What they did not achieve by repression and threats, the Greek authorities did by applying the so-called Convention on Voluntary Emigration of Minorities, signed in Neuilly, at first to the Bulgarians in Macedonia, and later to those in Western Thrace. According to this convention, the two neighboring countries had to facilitate the voluntary emigration of their minorities and special committees were set up for this purpose. The Greek side, however, appointed its committee on March 1, 1924. It deliberately postponed it to complete meanwhile the involuntary banishment of Bulgarians, which relieved the government from any further obligations. This convention was in fact, as its contemporaries aptly noted, only "a refined instrument for banishment of the Bulgarians" in 1924. "In this way," Ayanov wrote at the end of his book about the fate of the Bulgarians in Western Thrace, "between 1920 and 1924 debulgarization of Western Thrace took place for the third time after its barbarous invasion by the Greeks."

The Greek authorities pursued the same policy towards the Bulgarians in Aegean Macedonia. To prevent European intervention, Greece agreed to sign with Bulgaria, with the mediation of the League of Nations, the Geneva Protocol on Minorities on September 29, 1924, concerning the protection and rights of the Bulgarian minority in Greece exercised by foreign representatives on the Mixed Greek-Bulgarian Committee on Emigration. The obligations undertaken by Greece remained only on paper. By resolution of February 3, 1925, the Greek Parliament rejected the application of the protocol in Greece. It is supposed that this decision was taken also under pressure from the Serbs, who did not want official documents to mention Bulgarians in Southern Macedonia. The League of Nations also abdicated its obligations under these protocols.
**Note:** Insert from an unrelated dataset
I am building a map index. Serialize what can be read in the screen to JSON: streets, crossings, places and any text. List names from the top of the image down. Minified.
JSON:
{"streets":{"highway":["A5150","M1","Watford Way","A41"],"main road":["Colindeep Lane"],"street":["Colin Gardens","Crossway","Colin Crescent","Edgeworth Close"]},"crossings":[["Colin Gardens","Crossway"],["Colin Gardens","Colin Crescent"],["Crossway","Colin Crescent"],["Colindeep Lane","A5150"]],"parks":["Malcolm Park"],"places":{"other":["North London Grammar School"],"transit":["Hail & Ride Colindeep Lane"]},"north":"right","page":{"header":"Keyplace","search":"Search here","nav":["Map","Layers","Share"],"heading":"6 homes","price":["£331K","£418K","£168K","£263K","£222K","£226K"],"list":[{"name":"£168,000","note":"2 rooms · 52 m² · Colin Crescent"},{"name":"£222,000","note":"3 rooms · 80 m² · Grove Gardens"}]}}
Thus, the Bulgarian population on Greek territory was left at the mercy of the authorities. The current official Greek policy towards the Bulgarians in Western Thrace and Southeast Macedonia is very well documented in the statement by Jean Sander, representative of the League of Nations and chairman of the Mixed Greek-Bulgarian Committee on Emigration, published in the June 7, 1924 issue of Elefteros Typos newspaper. He said that "all Bulgarians who do not wish to change their nationality must leave Thrace and emigrate to Bulgaria".

Thus, in the mid-1920s Bulgaria turned up with several hundred thousand new refugees from Thrace, Macedonia, Dobrudja and the Westernmost Outlying Parts, which the unrecovered from the war aftermath and burdened with huge reparations cut-down country, torn by internal and political conflicts had to shelter and provide with minimum means of subsistence. No one can estimate the exact number of the thousands of refugees who died in the next few years within the boundaries of Bulgaria of starvation, misery and disease, while trying to obtain a roof over their heads and livelihood.
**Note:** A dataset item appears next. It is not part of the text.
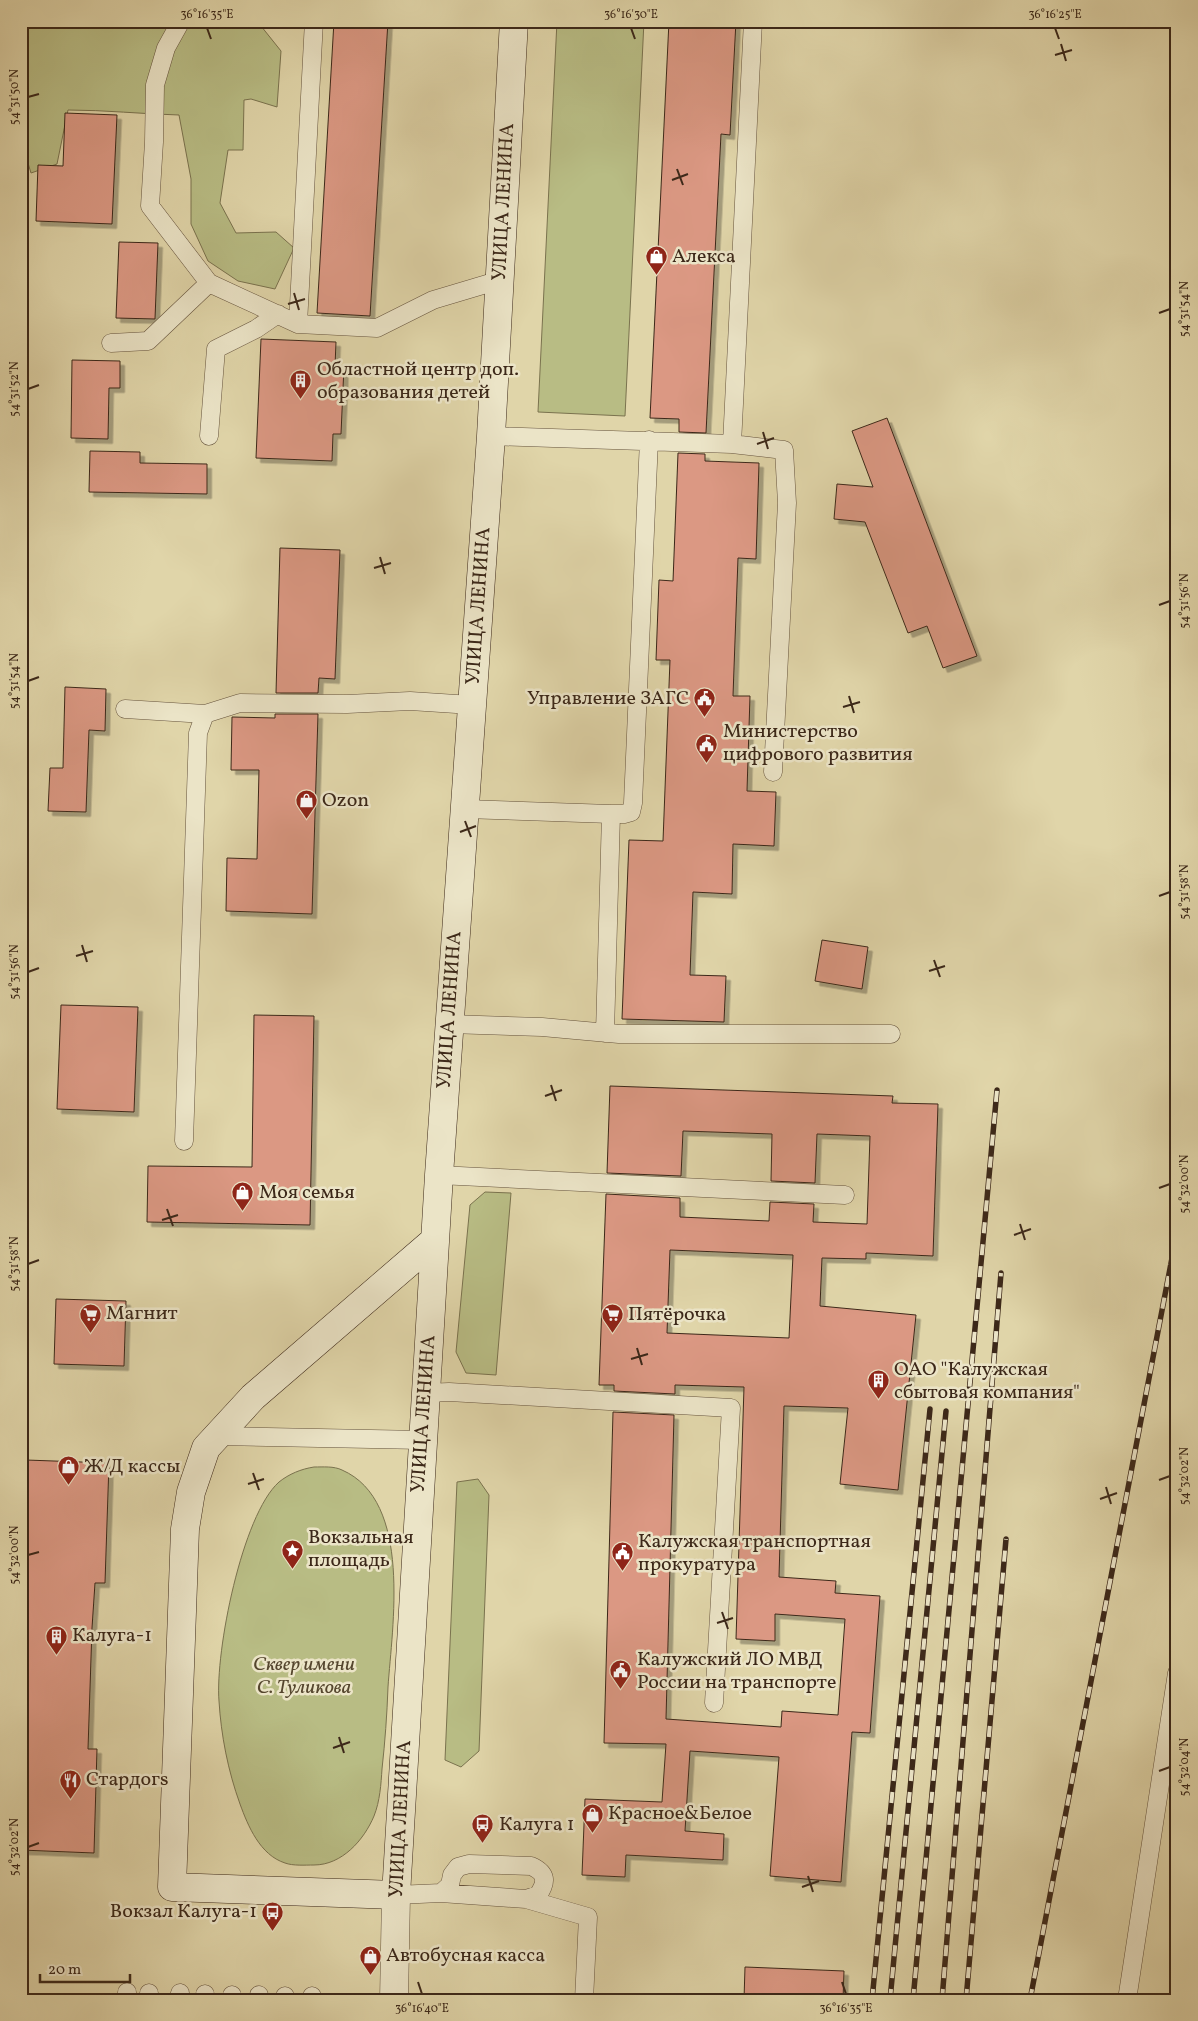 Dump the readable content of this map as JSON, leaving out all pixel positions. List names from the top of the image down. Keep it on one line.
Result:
{"streets":{"main road":["УЛИЦА ЛЕНИНА"]},"parks":["Сквер имени С. Туликова"],"places":{"shop":["Алекса","Ozon","Моя семья","Ж/Д кассы","Красное&Белое","Автобусная касса"],"building":["Областной центр доп. образования детей","ОАО \"Калужская сбытовая компания\"","Калуга-1"],"public building":["Управление ЗАГС","Министерство цифрового развития","Калужская транспортная прокуратура","Калужский ЛО МВД России на транспорте"],"supermarket":["Магнит","Пятёрочка"],"place":["Вокзальная площадь"],"restaurant":["Стардогs"],"bus stop":["Калуга 1","Вокзал Калуга-1"]},"scale_bar":"20 m","coordinates":["36°16'35\"E","36°16'30\"E","36°16'25\"E","54°31'50\"N","54°31'54\"N","54°31'52\"N","54°31'56\"N","54°31'58\"N","54°32'00\"N","54°32'02\"N","54°32'04\"N","36°16'40\"E"]}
The stream of refugees from Thrace did not cease in the 1930s, although the Bulgarian population was almost entirely expatriated in the preceding decades. Vecherna Burgaska Poshta newspaper of August 25, 1934, for example, wrote:

"Yesterday onboard Bulgaria new Bulgarian refugees banished from Turkey arrived in Burgas. They, too, have been deprived of all property and money and our legation transported them by the ship for free. The arrivers came down the ship with an empty bag in hand... What is more important is that on all overseas tickets issued by our legation in Ankara the Turkish authorities had stamped: 'The person is extradited from the country, because of suspicion of communist propaganda.'This was done with the sole purpose of justifying the drastic measures to chase away the last Bulgarians in Thrace."
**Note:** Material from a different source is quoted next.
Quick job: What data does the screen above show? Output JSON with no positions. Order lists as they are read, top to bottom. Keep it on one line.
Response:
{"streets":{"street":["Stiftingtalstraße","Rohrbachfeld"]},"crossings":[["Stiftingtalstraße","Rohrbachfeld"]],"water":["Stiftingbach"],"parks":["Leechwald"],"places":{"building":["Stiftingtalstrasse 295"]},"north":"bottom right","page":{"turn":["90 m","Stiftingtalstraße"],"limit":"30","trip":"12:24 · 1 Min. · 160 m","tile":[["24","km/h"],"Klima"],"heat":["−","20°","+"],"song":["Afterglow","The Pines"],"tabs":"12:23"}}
The newspaper editor had added that anybody who could see these meek and inoffensive Bulgarians would be convinced that in Turkey they were hardly able to make their living, let alone engage in political reformation of the country. When some time ago a large group of Bulgarian refugees from Thrace had also arrived at the Burgas port with no stamp on their tickets, the Bulgarian side had taken diplomatic steps.